Le indagini hanno permesso, inoltre, di accertare l’esistenza di questa organizzazione, strutturata secondo ruoli e specializzazioni dei singoli associati, in cui ciascuno metteva a disposizione la professionalità criminale acquisita nel tempo dando il proprio specifico contributo.

Il gruppo criminale prima individuava l’obiettivo da colpire, in questo caso l’appartamento da svaligiare, in base all’orario, alla zona, alla presenza di persone nei pressi e alla possibilità di essere controllati da forze dell’ordine in servizio di controllo del territorio. Dopo l’individuazione del migliore obiettivo si pianificavano le fasi e le modalità di svolgimento dei reati usufruendo delle capacità dei singoli. Uno del gruppo fungeva sempre da “palo” per allertare i compagni.

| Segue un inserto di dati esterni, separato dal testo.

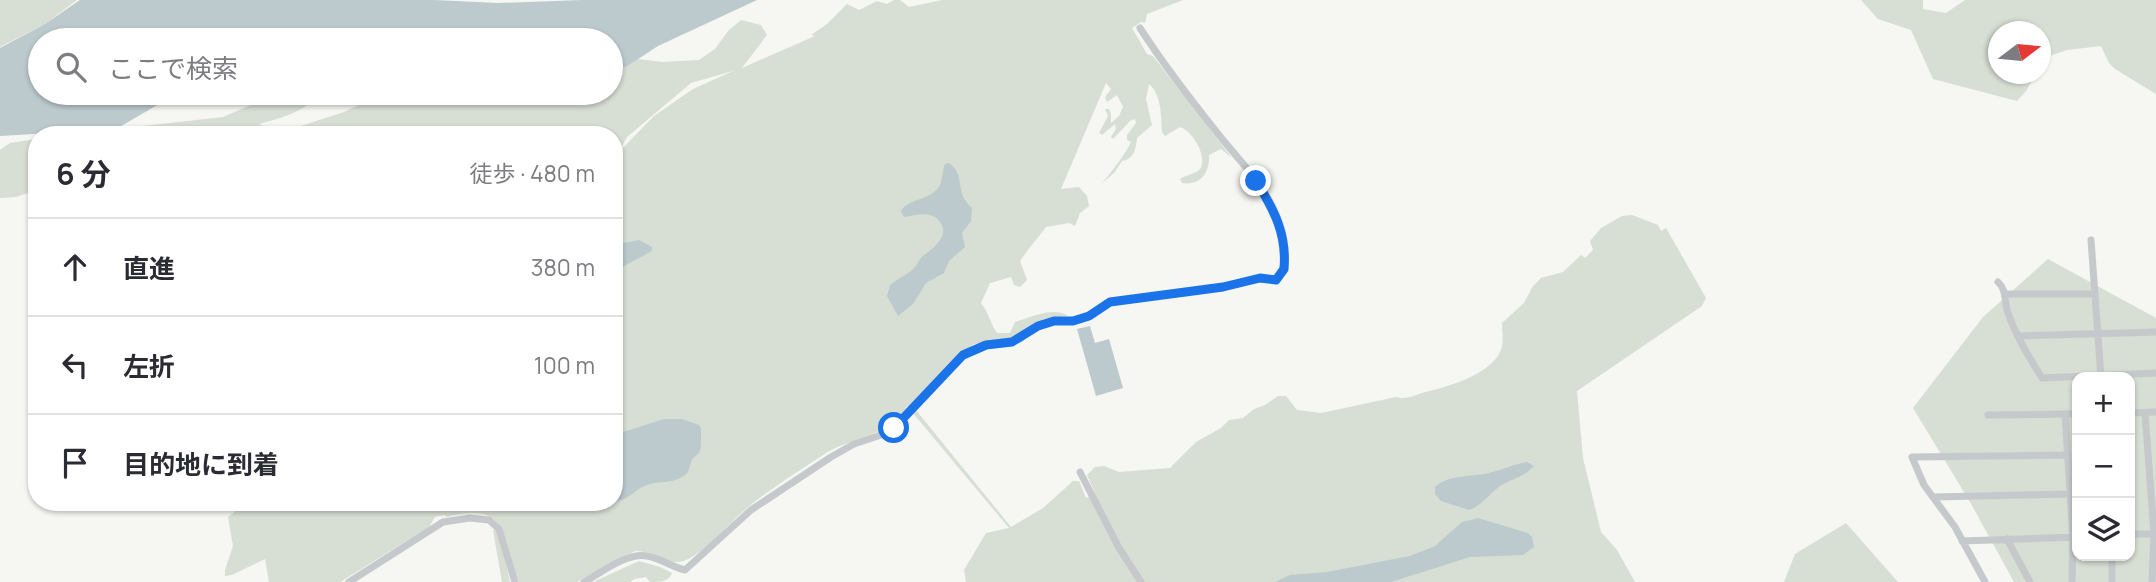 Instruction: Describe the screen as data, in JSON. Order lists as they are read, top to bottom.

Le indagini hanno permesso di accertare che il gruppo aveva messo a segno ben 4 furti in appartamento, una tentata rapina e un furto di agrumi. Inoltre, erano stati pianificati ulteriori colpi, impediti da servizi appositi degli investigatori che in questo modo sono riusciti ad ottenere ulteriori elementi probatori a carico degli indagati odierni.